Why is the most thoroughly modern, technologically savvy and forward looking generation so backwards-looking? Is it possible to use the past to push things forward?

Nostalgia is defined by the Oxford English Dictionary as ‘a sentimental longing or wistful affection for the past.’ The term has its roots in the Greek – nostos, means ‘to return home’ and algos, meaning ‘pain’. It is the fact that we cannot recover the past, that we cannot ‘go home’ which makes up the power of it’s appeal. Of course, we’re not talking about the past as we actually experienced it, this is the past as we imagine or, rather, reimagine it now, idealized and edited in memory.

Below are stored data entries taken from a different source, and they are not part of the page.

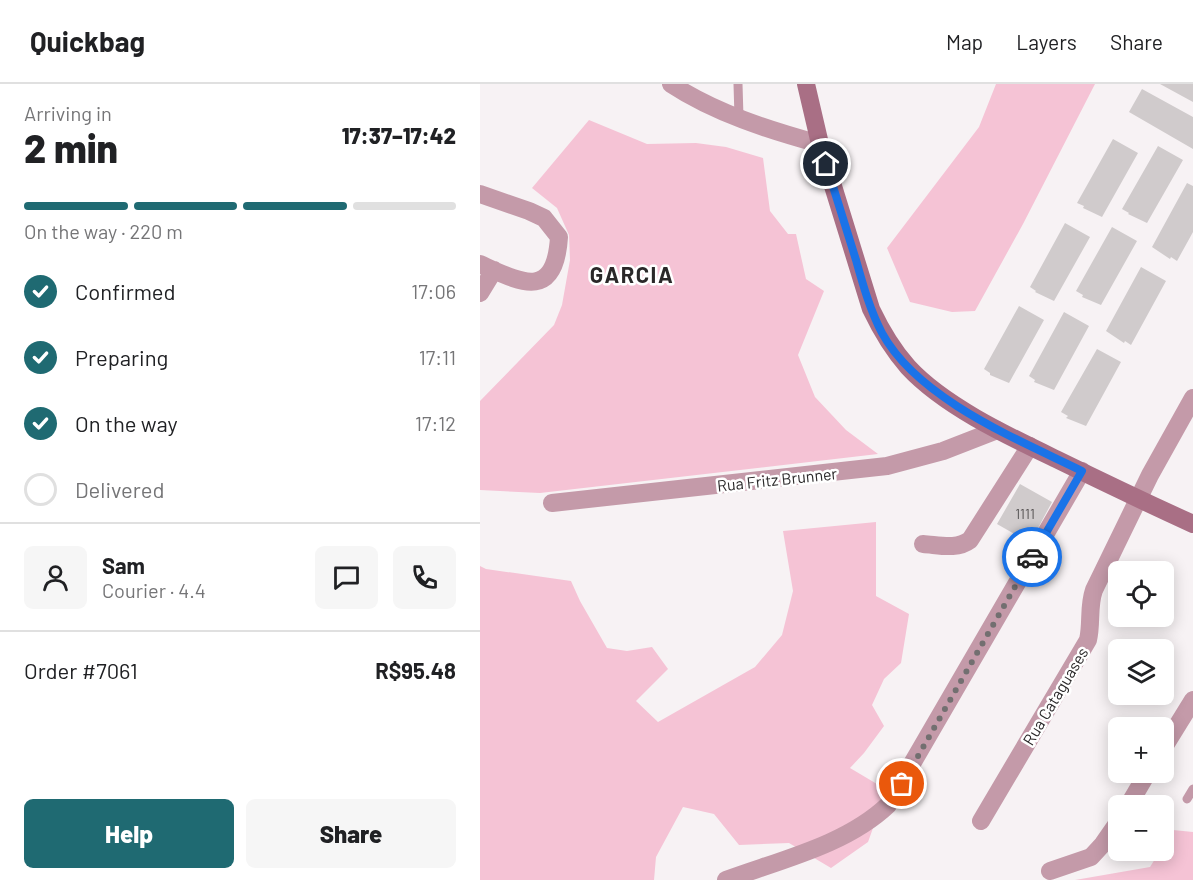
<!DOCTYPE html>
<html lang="en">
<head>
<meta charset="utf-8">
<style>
  :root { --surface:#fff; --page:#f6f6f6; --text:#202124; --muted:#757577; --line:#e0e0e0; --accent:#1f6a72 }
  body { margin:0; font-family:Barlow,sans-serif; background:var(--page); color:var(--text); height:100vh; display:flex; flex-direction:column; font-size:22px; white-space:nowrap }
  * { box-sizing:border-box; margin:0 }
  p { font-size:20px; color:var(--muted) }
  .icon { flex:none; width:33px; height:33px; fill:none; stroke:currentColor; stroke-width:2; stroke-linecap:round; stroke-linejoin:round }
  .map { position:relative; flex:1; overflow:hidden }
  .drawer { display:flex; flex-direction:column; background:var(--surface); width:480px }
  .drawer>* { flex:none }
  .buttons { position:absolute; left:628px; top:477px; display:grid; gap:12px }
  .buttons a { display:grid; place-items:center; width:66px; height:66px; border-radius:9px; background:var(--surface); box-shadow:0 3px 15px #0003; font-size:30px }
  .pin { position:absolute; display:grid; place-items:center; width:51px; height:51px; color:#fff; margin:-26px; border:3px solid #fff; border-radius:50%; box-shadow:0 2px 6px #0007 }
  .courier { position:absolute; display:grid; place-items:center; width:60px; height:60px; margin:-30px; border:4px solid #1a73e8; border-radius:50%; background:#fff; color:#222; box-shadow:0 2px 8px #0007 }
  .head em { font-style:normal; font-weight:800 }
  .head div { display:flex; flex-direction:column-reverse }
  .head { display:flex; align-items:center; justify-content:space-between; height:102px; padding:0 24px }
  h1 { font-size:39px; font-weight:800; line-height:45px }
  .bar { display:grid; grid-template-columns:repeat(4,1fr); gap:9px 6px; align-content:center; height:72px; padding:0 24px }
  .bar i { height:8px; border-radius:4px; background:var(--line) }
  .bar .current { background:var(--accent) }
  .bar p { grid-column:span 4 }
  .line { display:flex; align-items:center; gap:15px; padding:0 24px; border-top:2px solid var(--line) }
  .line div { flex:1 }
  .round { display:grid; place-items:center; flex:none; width:63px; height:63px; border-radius:9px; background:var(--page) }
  ol { padding:0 24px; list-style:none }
  li { display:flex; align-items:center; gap:18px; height:66px }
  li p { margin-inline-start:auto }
  li .icon { padding:6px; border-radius:50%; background:var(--accent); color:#fff; stroke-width:4 }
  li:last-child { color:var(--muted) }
  li i { width:33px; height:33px; border:3px solid var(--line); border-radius:50% }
  .primary-button { display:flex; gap:12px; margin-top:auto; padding:12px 24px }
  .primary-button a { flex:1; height:69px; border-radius:9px; background:var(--accent); color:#fff; font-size:24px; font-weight:800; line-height:69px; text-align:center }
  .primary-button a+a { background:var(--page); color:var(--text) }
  header { display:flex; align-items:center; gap:36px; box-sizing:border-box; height:84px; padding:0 30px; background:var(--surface); border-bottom:2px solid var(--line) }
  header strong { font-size:28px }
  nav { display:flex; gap:33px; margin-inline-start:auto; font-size:21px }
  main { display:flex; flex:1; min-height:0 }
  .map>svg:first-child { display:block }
  .green { fill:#f5c3d5 }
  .building { fill:#d0cbcc }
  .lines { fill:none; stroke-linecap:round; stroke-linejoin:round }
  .lane { stroke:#c49aa9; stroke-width:9 }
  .street { stroke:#c49aa9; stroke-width:18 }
  .secondary { stroke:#a96f85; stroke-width:18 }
  .done { stroke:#726f70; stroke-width:6; stroke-dasharray:0 10.8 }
  .route { stroke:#1a73e8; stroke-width:8 }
  .labels { text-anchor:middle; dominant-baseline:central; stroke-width:5; stroke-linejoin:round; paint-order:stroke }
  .number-label { font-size:14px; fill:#545152 }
  .street-label { font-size:16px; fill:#2a2829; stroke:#fff }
  .district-label { font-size:22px; font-weight:bold; letter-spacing:1.5px; fill:#2a2829; stroke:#fff }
</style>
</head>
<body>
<header>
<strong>Quickbag</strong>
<nav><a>Map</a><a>Layers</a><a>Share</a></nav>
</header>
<main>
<section class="drawer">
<div class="head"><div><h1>2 min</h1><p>Arriving in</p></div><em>17:37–17:42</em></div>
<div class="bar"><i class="current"></i><i class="current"></i><i class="current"></i><i></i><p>On the way · 220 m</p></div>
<ol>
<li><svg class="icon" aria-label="check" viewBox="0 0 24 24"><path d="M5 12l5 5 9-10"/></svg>Confirmed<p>17:06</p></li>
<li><svg class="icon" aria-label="check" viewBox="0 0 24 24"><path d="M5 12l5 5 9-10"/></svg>Preparing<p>17:11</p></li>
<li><svg class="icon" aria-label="check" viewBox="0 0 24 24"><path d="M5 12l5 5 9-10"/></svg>On the way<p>17:12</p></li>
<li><i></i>Delivered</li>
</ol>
<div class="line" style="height:108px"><a class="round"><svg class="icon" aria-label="person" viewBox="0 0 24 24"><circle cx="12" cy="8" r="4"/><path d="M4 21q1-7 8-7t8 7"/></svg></a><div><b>Sam</b><p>Courier · 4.4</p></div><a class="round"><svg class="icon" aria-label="chat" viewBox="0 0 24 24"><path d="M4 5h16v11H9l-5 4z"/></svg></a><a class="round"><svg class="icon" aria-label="phone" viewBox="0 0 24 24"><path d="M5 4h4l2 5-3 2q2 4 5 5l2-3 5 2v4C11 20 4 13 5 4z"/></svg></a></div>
<div class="line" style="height:78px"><div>Order #7061</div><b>R$95.48</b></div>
<div class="primary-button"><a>Help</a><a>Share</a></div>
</section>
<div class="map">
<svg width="713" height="796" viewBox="0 0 713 796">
  <rect width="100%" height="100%" fill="#f7f2f4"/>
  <!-- green -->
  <path class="green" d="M516,0H615L543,140L495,227L472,228L430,218L407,164L499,43Z
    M109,36L167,60L216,59L246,63L283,74L290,127L308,150H316L326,195L344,207L318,271L335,313L366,346L398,370L60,409L0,406V317L74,241L82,221L90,176L89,151L77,124L52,104Z
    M396,438V512L429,530L421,579L404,595L392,621L404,642L384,669L370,684L402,703L405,711L388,758L351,784L309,759L259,761L234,730L203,723L176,773L174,796H0V482L6,485L91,497L100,517L127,564L147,567L172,563L188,585L156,617L178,638L275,583L302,551L313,507L303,447Z
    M693,746L713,748V796H595L670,783L680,767L684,766V761Z"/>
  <!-- building -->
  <path class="building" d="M680,0H713V18Z
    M662,5L713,33V65L649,28Z
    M633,55L658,69L622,133L603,124L604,122L597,119Z
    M678,62L703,76L667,139L648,130L649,129L642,125Z
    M707,99L713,102V148L697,177L691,173L690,175L672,163Z
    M585,139L610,153L574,217L555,208L556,207L550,203Z
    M632,143L657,157L621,221L602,213L603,211L596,207Z
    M661,183L686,197L651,261L645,257L644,259L626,247Z
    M539,222L564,236L529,299L510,291V289L504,285Z
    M584,228L609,242L574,306L554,298L555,296L549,292Z
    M617,265L641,278L606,342L586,334L588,332L581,328Z
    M540,400L572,418L550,459L517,440Z"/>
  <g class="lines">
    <!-- lane -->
    <path class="lane" d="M258,0L259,33
      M707,715L713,705"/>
    <!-- street -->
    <path class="street" d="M191,0C235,29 289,46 340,60
      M0,110L49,127L64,134L79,153C75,218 40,198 0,180
      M0,209L14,186
      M72,419L407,382L463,367L517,346
      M443,460C459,461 477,466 490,456L550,362
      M684,663L713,616
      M648,722L668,688
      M501,737L608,556C612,539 608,523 614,506L670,391L713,314
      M570,787L611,773L623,760L639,737
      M246,796C300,776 366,761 408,721L602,387"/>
    <!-- secondary -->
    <path class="secondary" d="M326,0L340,60L391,225C401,246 412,265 428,283C464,322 528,352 576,375C621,397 667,419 713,440"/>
  </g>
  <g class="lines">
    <!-- done -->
    <path class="done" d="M422,700L552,473"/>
    <!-- route -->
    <path class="route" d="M346,80C356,112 366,144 376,176C383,201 390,226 402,249C438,315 537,355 602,387L552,473"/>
  </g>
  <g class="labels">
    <!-- number labels -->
    <g class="number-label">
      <text x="545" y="429">1111</text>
    </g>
    <!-- street labels -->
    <g class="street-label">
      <text transform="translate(297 395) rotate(-6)">Rua Fritz Brunner</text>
      <text transform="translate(575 612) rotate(-59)">Rua Cataguases</text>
    </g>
    <!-- district labels -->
    <g class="district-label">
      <text x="152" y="190">GARCIA</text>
    </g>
  </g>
</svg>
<div class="buttons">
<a><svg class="icon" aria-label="locate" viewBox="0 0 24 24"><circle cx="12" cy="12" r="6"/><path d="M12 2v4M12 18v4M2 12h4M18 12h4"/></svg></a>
<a><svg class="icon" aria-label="layers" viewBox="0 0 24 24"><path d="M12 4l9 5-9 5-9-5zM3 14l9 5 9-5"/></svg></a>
<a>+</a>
<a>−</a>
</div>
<div class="pin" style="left:422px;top:700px;background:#ea580c"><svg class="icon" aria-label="bag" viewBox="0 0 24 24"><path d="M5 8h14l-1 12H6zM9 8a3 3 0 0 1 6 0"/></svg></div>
<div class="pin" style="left:346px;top:80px;background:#1f2937"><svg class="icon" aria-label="home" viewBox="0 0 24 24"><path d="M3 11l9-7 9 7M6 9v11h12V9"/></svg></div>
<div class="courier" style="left:552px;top:473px"><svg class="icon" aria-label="car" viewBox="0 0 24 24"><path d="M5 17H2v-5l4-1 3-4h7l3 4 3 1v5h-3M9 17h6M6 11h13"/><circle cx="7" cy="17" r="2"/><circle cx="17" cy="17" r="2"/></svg></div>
</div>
</main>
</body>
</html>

Historically being nostalgic or using nostalgia as a form of expression in art or literature has not been seen as a good thing, rather it’s been viewed as the antithesis of progression and innovation. Miuccia Prada once said ‘nostalgia is a very complicated subject for me. I'm attracted by nostalgia but I refuse it intellectually.’

Why is nostalgia regarded so scathingly, why is so much shame attached to looking back?

Dr Wildschut, an Associate Professor of Psychology at the University of Southampton where there is a group of academics dedicated to the study of nostalgia, explains that, traditionally, nostalgic feelings were ‘confounded with homesickness. People who spend time away from home often experience loneliness and sadness. Loneliness and sadness may trigger nostalgia, in an attempt to counteract these negative states. In the past’ he says, ‘people may have inferred and assumed that it is nostalgia which causes loneliness and not the other way around. That is’, he points out, ‘they viewed nostalgia as a cause of (rather than adaptive response to) loneliness/sadness.’

However, he maintains that nostalgia can be a force for good. ‘Our research indicates that nostalgia can have many positive effects: it increases a sense of social connectedness, it boosts self-esteem, it imbues life with meaning, it fosters a sense of continuity across time. These are all important psychological functions.’

On the one hand nostalgia sells, it’s used by marketers and advertisers to tap in to something deep inside us which makes us want to buy things that remind us of our youth, or of a time in the past which is particularly venerated.

The past, recreated through a nostalgic lens, is never an accurate depiction. It’s a highly stylised, idealised and romanticised version of it. As such, in its own way, nostalgia as an aesthetic can be politically reactionary. In drawing on things which were once popular you retreat into a safe and knowable era, as opposed to engaging with the complexity of the present or the unknowable volatility of the future.

Done well nostalgia can be a rejection of the past, the act of selectively picking what was good and moving it forwards. In deconstructing the past it’s possible to reconstruct a future which is related to but separate from it. Done carelessly it can provide an abdication from the present and represent a failure of imagination.

The question for the decade no name is this: where do we go from here?